Ford se va de Europa, aunque no del todo, pero lo suficiente como para que huela a retirada con resignación. No es una estampida, tampoco una huida táctica, pero si uno conecta los puntos (cierres, despidos, inversiones selectivas, repliegue de producto) lo que queda no es la silueta de una multinacional afinando su puntería, sino la sombra de un imperio que ha dejado de creerse lo de jugar en todas las ligas. Porque mientras los de Detroit dicen que esto va de “competitividad a largo plazo” y de “reorientar recursos”, lo que se ve desde aquí es cómo se deshincha un globo que durante décadas fue parte del paisaje industrial europeo, y que ahora parece más interesado en mantener su posición en EEUU y China que en pelear por seguir siendo parte de la conversación en el viejo continente.
La historia empezó hace unos años, pero el último capítulo es el más crudo: 4.000 empleos menos en Europa de aquí a 2027, la mayoría en Alemania y Reino Unido, pero también en España, donde la planta de Almussafes, en Valencia, va a ver salir a 1.600 trabajadores más tras haber perdido ya a 1.100 en 2023. El argumento oficial es que hay que transformarse, centrarse en los segmentos que dan dinero, como los vehículos comerciales, y aligerar la estructura para poder meter el morro en el mundo eléctrico sin pegarse una leche en el intento. La electrificación es el mantra, pero no hay coche eléctrico que compense según qué decisiones, y menos aún cuando las ventas no acompañan.

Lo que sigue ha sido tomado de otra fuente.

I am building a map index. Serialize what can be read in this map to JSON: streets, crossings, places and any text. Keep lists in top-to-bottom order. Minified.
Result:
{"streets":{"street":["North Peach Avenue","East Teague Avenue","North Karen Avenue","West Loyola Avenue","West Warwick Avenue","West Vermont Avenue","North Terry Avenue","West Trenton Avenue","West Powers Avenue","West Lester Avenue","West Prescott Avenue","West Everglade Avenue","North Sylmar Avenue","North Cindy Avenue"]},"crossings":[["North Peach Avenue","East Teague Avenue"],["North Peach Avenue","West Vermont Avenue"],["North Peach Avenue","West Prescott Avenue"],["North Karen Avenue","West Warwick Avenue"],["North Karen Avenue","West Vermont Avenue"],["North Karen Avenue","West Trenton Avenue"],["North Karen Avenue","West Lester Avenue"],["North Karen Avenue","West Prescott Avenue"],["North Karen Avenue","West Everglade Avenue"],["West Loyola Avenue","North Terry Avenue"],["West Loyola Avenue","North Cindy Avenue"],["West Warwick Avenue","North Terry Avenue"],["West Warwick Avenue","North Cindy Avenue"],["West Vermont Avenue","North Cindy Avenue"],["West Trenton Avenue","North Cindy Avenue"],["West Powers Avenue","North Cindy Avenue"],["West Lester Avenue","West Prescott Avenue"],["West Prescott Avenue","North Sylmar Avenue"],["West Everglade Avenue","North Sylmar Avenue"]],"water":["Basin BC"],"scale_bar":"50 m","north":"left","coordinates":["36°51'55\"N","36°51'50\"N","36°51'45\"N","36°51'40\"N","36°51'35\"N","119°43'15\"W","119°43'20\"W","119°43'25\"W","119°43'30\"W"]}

Porque esa es otra: el mercado europeo no está respondiendo como se esperaba. La previsión optimista de que los eléctricos llegarían al 27% de las ventas para 2025 se ha reajustado a un 21%, y eso si no hay sorpresas desagradables con los precios de las baterías, las ayudas públicas o la geopolítica. Mientras tanto, los chinos entran fuerte, Tesla no afloja, y las marcas europeas tienen que elegir bien en qué guerras se meten. Ford, que nunca ha sido una premium de estatus, pero sí una marca muy querida por lo que ofrecía por su precio, se encuentra ahora en tierra de nadie, atrapada entre el recuerdo del Mondeo y la realidad del Kuga híbrido enchufable. Ni carne ni pescado, ni mainstream barato ni aspiracional con pedigrí. Eso, y que a veces parece que ni ellos saben quién quieren ser.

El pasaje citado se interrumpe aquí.